◆ WHAT YOU WILL DO ◆
Every line below that contains the word "compass" must be copied.
DATASET EXCERPTS below:
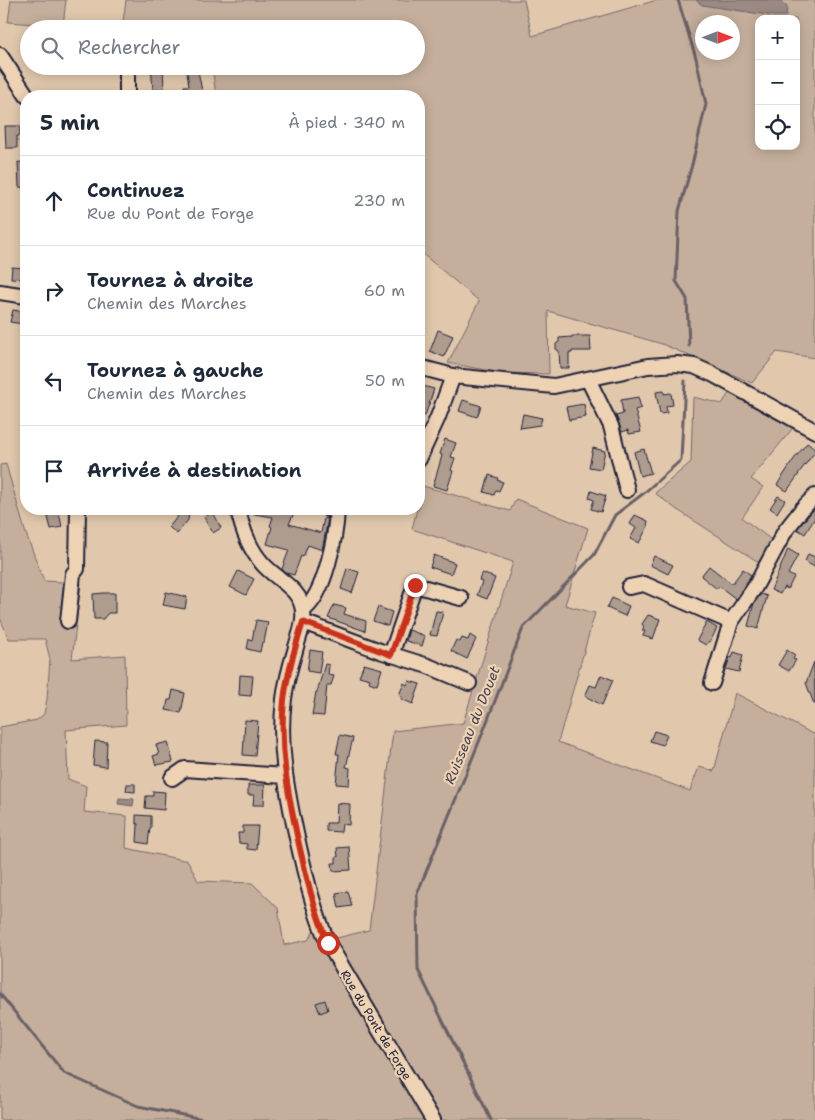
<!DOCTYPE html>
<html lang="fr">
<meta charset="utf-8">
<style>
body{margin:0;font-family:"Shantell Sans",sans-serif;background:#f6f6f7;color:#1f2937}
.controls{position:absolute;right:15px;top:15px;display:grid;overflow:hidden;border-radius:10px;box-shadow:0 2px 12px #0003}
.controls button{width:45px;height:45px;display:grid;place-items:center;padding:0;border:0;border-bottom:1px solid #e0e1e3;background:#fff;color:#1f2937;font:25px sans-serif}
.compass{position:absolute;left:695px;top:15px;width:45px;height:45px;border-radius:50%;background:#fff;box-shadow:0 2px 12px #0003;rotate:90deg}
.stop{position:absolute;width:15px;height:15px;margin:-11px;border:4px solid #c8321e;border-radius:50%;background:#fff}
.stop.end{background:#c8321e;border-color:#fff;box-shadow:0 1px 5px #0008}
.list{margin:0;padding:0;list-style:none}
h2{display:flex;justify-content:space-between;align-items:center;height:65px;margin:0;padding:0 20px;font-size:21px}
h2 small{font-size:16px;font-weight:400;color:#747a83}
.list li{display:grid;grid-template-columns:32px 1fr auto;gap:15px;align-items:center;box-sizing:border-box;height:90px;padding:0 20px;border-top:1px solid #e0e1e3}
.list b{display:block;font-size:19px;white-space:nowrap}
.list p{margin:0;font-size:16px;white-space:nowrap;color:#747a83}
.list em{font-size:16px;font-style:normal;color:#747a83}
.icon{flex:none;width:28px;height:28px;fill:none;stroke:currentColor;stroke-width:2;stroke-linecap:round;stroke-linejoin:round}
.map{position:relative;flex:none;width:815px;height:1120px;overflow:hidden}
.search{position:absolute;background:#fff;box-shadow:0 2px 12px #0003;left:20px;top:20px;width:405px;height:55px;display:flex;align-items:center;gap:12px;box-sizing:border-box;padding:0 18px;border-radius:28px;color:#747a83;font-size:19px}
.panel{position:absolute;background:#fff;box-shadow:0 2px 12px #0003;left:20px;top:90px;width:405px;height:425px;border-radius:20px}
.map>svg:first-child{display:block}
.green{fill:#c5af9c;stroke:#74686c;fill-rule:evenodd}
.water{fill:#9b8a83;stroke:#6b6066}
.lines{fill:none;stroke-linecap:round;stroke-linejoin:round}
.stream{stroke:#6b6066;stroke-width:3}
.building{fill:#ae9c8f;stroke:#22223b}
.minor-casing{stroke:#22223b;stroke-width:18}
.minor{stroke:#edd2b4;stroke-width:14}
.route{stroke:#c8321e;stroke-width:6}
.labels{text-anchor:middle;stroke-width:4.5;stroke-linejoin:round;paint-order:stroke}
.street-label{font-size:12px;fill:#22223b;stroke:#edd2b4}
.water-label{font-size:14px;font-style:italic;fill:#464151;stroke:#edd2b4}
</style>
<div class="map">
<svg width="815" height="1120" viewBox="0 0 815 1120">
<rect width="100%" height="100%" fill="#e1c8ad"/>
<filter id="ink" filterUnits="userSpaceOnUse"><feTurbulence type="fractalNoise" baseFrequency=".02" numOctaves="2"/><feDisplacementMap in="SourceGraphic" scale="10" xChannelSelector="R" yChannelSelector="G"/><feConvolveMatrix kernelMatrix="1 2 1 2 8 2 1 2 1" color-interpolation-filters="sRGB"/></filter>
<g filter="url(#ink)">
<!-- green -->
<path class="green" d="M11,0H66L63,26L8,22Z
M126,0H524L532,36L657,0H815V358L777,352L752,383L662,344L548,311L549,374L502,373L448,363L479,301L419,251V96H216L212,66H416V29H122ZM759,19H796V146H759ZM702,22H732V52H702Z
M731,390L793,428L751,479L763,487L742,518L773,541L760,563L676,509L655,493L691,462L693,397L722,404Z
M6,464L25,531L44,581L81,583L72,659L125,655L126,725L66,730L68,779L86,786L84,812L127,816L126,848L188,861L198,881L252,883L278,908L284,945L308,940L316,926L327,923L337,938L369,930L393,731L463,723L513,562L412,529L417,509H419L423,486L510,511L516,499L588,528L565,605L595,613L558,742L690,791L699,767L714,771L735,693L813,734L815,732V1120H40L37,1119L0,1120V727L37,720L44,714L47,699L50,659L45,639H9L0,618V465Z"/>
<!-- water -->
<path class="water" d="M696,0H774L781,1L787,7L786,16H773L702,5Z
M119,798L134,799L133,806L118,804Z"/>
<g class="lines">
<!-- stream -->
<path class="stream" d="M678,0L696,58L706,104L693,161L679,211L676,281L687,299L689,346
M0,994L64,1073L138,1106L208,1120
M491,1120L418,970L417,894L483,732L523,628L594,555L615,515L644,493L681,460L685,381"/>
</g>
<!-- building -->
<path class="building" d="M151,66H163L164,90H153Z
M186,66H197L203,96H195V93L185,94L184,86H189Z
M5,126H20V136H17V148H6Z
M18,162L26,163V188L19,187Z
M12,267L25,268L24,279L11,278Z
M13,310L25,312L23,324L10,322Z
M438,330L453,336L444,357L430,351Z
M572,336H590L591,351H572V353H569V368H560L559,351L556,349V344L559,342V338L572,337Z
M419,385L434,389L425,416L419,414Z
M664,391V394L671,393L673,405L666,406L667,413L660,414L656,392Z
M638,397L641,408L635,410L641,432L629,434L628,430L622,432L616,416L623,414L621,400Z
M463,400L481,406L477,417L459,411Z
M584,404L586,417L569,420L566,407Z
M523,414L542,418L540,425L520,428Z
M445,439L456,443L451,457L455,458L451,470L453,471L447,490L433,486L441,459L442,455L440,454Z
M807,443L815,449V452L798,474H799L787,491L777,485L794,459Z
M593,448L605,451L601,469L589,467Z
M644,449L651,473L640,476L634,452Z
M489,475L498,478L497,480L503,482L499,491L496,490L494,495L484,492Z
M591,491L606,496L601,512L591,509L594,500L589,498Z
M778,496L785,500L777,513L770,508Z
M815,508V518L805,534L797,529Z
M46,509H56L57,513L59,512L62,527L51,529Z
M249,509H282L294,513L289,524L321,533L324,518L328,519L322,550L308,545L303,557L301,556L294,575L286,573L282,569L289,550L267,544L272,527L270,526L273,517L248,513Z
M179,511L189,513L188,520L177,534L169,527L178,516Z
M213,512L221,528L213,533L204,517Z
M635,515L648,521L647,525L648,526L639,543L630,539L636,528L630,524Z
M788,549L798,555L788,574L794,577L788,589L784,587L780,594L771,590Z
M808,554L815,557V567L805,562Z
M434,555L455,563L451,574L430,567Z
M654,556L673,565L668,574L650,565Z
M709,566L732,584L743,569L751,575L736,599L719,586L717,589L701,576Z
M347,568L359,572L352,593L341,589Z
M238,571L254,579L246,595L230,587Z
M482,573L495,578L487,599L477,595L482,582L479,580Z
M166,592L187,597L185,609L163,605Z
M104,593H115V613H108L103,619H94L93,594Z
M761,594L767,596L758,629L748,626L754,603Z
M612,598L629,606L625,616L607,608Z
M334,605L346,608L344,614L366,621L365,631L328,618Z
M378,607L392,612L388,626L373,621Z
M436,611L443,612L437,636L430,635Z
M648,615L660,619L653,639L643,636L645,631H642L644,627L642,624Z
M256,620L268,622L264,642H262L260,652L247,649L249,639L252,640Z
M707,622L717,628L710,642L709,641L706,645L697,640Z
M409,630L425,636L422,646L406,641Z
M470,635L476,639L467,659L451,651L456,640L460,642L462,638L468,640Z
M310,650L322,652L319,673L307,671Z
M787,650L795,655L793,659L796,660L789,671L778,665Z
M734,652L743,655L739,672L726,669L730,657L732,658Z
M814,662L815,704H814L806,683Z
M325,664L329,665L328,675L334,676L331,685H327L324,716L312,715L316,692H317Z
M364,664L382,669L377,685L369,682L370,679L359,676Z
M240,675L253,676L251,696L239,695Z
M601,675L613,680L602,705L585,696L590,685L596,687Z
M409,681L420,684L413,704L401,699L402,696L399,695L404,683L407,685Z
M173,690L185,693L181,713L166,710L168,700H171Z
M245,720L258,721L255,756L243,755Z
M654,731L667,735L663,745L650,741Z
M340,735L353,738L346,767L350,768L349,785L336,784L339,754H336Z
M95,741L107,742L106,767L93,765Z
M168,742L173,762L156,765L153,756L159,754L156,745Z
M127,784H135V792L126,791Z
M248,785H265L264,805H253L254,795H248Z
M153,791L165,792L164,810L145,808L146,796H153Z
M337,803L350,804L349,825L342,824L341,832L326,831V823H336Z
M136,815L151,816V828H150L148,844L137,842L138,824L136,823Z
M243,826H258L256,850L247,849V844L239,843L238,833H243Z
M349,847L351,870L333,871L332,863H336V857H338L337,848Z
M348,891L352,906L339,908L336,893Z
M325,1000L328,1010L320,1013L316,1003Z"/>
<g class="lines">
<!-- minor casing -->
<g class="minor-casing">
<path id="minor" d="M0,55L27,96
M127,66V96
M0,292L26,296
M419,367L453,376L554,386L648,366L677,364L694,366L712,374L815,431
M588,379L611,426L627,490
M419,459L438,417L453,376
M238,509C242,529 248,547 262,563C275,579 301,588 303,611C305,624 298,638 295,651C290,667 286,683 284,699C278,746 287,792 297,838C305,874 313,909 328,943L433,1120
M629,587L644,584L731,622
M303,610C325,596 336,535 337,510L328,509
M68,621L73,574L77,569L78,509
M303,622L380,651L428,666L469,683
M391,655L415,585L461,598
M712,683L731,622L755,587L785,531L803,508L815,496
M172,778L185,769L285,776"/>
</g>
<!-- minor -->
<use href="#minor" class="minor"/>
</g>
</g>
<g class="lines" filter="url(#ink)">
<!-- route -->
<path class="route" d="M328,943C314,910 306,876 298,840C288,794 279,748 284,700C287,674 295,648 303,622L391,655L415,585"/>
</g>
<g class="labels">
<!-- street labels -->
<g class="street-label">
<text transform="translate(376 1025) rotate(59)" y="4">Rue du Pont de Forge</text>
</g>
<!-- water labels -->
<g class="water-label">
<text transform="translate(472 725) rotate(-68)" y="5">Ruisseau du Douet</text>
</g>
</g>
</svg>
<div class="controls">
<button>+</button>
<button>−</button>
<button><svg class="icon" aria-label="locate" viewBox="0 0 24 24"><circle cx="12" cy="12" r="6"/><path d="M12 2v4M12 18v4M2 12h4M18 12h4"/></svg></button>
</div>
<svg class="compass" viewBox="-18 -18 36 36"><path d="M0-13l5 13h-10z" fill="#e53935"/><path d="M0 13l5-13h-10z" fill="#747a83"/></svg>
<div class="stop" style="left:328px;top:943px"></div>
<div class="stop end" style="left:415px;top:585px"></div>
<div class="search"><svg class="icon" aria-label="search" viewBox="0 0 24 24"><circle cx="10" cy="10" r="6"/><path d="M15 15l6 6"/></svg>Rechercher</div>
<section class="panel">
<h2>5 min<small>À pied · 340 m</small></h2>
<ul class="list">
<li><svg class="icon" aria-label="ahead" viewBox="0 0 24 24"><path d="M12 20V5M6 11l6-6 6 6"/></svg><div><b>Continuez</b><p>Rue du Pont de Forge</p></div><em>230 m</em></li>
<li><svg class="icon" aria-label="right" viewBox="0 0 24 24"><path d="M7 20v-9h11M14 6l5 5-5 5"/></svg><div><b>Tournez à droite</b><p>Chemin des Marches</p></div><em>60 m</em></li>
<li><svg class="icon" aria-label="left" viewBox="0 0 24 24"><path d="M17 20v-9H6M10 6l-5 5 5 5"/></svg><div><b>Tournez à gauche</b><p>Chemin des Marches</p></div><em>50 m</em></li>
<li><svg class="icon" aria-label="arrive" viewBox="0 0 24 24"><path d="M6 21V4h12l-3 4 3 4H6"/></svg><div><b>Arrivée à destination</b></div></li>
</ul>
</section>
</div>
End of DATASET EXCERPTS.
◆ ANSWER AREA ◆
.compass{position:absolute;left:695px;top:15px;width:45px;height:45px;border-radius:50%;background:#fff;box-shadow:0 2px 12px #0003;rotate:90deg}
<svg class="compass" viewBox="-18 -18 36 36"><path d="M0-13l5 13h-10z" fill="#e53935"/><path d="M0 13l5-13h-10z" fill="#747a83"/></svg>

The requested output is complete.